[Answered] Analyze youth leadership as a strategic pillar for achieving ‘Viksit Bharat @ 2047’. Evaluate the socio-economic and institutional barriers that prevent India’s demographic dividend from transitioning into a productive national asset, and suggest measures to empower the ‘Amrit Peedhi’.

Introduction

India is currently in the Amrit Kaal, with a median age of ~28 years. The vision of Viksit Bharat @ 2047 (Developed India by the 100th year of independence) rests on four pillars: Yuva (Youth), Garib (Poor), Mahila (Women), and Kisan (Farmers).

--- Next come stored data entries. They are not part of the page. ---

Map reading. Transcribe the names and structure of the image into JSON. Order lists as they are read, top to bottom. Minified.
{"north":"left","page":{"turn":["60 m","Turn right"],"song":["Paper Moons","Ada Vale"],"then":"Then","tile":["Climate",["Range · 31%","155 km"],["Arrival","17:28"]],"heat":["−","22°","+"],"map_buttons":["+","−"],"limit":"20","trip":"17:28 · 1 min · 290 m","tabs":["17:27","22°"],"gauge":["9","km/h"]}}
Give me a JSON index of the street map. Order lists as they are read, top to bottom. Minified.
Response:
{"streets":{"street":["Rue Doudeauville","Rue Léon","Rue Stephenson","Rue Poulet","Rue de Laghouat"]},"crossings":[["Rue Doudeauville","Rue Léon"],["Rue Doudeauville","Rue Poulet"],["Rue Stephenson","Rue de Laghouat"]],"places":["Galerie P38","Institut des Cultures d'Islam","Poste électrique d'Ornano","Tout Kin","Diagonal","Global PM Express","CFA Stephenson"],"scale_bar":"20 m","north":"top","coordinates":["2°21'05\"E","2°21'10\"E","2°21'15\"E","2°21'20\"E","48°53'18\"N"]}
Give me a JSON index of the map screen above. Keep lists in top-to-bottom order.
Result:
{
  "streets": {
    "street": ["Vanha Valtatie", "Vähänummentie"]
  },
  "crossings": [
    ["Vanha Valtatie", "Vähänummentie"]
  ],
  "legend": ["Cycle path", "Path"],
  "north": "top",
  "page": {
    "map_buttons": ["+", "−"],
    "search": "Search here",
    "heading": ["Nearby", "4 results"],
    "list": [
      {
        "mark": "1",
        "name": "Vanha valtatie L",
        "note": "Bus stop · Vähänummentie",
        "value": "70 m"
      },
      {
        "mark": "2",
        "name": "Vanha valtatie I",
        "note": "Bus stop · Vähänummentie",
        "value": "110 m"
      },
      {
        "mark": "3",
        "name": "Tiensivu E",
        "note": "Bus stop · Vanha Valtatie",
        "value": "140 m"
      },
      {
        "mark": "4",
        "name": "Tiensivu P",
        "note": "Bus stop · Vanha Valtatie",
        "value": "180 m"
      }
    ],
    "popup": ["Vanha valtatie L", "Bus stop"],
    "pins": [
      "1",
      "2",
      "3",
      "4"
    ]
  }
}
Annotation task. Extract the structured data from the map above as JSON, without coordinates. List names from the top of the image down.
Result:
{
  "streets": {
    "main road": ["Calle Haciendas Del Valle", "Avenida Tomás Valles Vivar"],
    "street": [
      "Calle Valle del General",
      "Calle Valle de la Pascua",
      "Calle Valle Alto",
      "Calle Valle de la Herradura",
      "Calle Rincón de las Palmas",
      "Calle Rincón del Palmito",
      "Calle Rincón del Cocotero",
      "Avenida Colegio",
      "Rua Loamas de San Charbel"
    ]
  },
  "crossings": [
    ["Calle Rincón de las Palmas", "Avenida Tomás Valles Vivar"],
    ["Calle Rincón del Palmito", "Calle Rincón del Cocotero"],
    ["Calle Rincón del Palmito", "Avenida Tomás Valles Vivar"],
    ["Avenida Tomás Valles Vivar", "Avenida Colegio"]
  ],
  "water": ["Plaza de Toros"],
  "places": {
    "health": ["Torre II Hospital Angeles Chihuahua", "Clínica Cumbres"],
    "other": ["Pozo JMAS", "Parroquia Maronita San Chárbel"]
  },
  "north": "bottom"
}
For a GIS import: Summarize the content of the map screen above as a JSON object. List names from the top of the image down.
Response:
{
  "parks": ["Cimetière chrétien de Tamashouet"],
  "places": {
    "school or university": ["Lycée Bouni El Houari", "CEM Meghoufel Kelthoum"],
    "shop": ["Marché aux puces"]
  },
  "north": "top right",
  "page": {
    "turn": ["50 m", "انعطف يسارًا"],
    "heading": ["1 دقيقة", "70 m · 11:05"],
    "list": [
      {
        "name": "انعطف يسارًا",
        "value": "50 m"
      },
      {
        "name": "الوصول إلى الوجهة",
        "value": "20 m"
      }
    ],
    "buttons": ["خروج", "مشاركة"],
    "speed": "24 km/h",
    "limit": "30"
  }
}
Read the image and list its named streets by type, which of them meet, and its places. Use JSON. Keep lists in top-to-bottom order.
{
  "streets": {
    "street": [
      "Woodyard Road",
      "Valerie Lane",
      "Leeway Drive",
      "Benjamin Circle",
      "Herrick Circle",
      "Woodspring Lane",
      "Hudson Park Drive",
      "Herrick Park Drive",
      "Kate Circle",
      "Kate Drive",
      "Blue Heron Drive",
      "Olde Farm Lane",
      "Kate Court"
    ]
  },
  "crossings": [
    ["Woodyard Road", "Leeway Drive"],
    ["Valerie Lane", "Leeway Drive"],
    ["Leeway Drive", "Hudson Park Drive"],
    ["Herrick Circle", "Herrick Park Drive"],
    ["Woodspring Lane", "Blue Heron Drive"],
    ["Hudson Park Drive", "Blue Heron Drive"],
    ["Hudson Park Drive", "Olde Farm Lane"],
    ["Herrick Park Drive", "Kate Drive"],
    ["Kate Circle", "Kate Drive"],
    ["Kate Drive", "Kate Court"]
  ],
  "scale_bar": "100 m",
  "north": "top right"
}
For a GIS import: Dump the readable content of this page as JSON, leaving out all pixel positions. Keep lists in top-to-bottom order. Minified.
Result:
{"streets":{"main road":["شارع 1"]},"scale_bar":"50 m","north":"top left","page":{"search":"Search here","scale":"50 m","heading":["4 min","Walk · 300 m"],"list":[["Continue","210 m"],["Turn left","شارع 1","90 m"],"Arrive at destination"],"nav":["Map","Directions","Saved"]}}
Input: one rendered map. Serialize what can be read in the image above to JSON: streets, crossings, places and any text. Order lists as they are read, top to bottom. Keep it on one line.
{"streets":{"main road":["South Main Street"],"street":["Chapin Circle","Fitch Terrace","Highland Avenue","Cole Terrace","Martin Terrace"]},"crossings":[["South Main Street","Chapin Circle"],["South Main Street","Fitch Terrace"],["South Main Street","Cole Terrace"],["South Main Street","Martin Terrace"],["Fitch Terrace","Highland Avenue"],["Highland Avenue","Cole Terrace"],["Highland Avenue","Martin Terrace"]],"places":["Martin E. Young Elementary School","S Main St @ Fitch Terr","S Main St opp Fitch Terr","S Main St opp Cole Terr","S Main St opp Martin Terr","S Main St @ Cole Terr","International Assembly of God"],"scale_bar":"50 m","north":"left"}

Youth Leadership: From Demographic Bulge to National Asset

Youth are no longer just beneficiaries of change but agents of it:

  1. The Scale: As of 2025-26, India houses the world’s largest youth population (approx. 27% in the 15-29 age group), representing a unique but time-bound window of opportunity that will begin to close by the 2050s.
  2. Innovation & Entrepreneurship: India is the 3rd largest startup ecosystem. Youth-led leadership in AI, Green Energy, and FinTech is crucial for reaching the USD 3 trillion GDP target.
  3. Grassroots Governance: Initiatives like the Viksit Bharat Young Leaders Dialogue (VBYLD) 2026 are bridging the gap between youth and policy-making, aiming to induct 1 lakh non-political youth into public life.
  4. Digital Diplomacy: India’s youth are the primary drivers of its Soft Power, leading global conversations in technology and sustainable lifestyles (e.g., Mission LiFE).

Barriers to Transitioning Potential into Power

Despite the potential, several demographic traps persist:

  1. The Skill-Employability Paradox: Reports from 2025 indicate that while literacy is high, only 43% of graduates are truly job-ready for the AI-driven economy.
  2. Jobless Growth Concerns: High youth unemployment and the concentration of labor in low-productivity agriculture hinder the transition to a high-income status.
  3. Brain Drain vs. Brain Gain: The migration of high-skilled talent to advanced economies continues to deplete India’s intellectual capital.
  4. Gender Disparity: The Female Labour Force Participation Rate (FLFPR), though improving, remains a bottleneck for holistic national development.
  5. Digital and Informational Divide: While India is digitally connected, unequal access to digital skills and platforms risks excluding large sections of youth from emerging opportunities in AI, green jobs and the gig economy.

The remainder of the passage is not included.